CARLSBAD — Residents in La Costa are pushing back against a residential development they say is unsafe.
The City Council, meanwhile, remanded an appeal regarding the 23-unit, four story Romeria Pointe Apartments on Romeria and Gibraltar streets back to the Planning Commission during its June 11 meeting.
The controversial item took two-and-a-half hours as staff presented the project, residents spoke out against it and the developer, John Allen of Streamline Development Group, told the council about the measures and mitigation efforts included in the proposal.
The project was exempt from the California Environmental Quality Act (CEQA) under state guidelines regarding in-fill development projects, according to the staff report.
In the end, the City Council remanded the project back, 4-1 with Mayor Matt Hall voting to deny the appeal, to the Planning Commission, which approved the project 7-0 on March 20, as long as the developer completes an environmental impact report covering geotechnical and traffic issues due to “unusual circumstances.”
Once the focused EIR is completed, the Planning Commission will take action to approve or deny the required development permits, according to city staff.
Residents opposing the project said safety is a priority as a nearby complex has shifted due to ground movement and instability. They fear the proposed apartments would suffer the same fate and put people in harm’s way.
Additionally, others railed against the lack of a traffic study; although 184 average daily trips is under the threshold of 500 to require such a study, according to the staff report.
Regardless, the council opted to have the developer include a traffic study with the EIR.
Allen, though, said the site is a dumping area, unmaintained and stormwater runoff is an issue. With the development, a stormwater treatment system, as required by state law, will be in place, Allen said.
In addition, he said the project will feature a smart, green building with a low-eco footprint, electric vehicle charging stations, slope improvement and will increase housing stock.
“Our project is not allowing infiltration, “Allen said of the stormwater system. “It includes an on-site, contained stormwater biofiltration facility. This is designed to remove pollutants, direct stormwater to the city municipal system, reduce runoff rates and prevent infiltration into the soils to cause any erosion on the steep terrain.”

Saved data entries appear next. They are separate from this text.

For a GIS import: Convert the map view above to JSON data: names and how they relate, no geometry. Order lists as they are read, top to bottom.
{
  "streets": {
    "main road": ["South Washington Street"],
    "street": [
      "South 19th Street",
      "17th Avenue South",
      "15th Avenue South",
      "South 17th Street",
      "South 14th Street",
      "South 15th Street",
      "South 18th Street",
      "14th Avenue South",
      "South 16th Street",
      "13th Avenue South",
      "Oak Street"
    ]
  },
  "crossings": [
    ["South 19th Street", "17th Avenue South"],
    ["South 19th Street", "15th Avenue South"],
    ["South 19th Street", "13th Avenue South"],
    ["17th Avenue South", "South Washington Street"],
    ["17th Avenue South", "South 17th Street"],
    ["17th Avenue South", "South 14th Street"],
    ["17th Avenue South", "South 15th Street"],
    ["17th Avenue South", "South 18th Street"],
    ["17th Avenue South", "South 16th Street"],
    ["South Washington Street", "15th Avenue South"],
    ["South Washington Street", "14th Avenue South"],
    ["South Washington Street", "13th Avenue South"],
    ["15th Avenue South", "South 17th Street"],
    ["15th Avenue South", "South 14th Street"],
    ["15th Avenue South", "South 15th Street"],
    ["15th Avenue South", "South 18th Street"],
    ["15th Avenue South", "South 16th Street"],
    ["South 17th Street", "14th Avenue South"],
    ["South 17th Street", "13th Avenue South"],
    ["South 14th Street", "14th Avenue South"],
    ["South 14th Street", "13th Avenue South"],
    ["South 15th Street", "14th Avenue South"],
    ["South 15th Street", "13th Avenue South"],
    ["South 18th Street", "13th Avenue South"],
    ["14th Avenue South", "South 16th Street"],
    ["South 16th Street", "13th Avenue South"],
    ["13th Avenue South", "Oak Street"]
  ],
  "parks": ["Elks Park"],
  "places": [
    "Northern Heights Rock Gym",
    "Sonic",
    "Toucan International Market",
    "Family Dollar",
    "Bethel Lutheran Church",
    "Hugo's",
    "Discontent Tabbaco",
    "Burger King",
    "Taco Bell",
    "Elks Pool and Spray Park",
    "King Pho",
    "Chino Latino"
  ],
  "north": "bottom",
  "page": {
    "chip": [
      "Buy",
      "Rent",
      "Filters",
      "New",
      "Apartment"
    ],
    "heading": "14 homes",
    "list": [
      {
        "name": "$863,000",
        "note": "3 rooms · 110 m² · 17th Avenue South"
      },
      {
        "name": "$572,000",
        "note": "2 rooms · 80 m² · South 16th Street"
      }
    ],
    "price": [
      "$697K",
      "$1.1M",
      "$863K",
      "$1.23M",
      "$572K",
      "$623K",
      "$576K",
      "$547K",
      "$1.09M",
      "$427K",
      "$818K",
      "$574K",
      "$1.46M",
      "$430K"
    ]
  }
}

The development has 16 three-bedroom units and seven one-bedroom apartments, three of which will be very low-income affordable units. The developer also was granted a 35% density bonus, thus allowing for six more units.
“There have to be very specific findings to grant the appeal,” Hall said.
Sue Ortman, who filed the appeal and lives on Romeria Street, said she is fearful due to the instability of the land in the area.
Ortman said five years ago, her five-unit townhome complex underwent significant renovations and reinforcement caused by land movement. A geologist, she said, noted the land movement at the current proposed site as well.
In addition, Ortman and the other residents paid $26,000 out of pocket to cover damages.
“A small retaining wall by the development 10 feet from our building is not going to do the trick,” she added. “Surveys have not been thoroughly done due to self-certification of the project. The proposed site is on a slope of two elevated plots. I do feel strongly that this project is an accident waiting to happen.”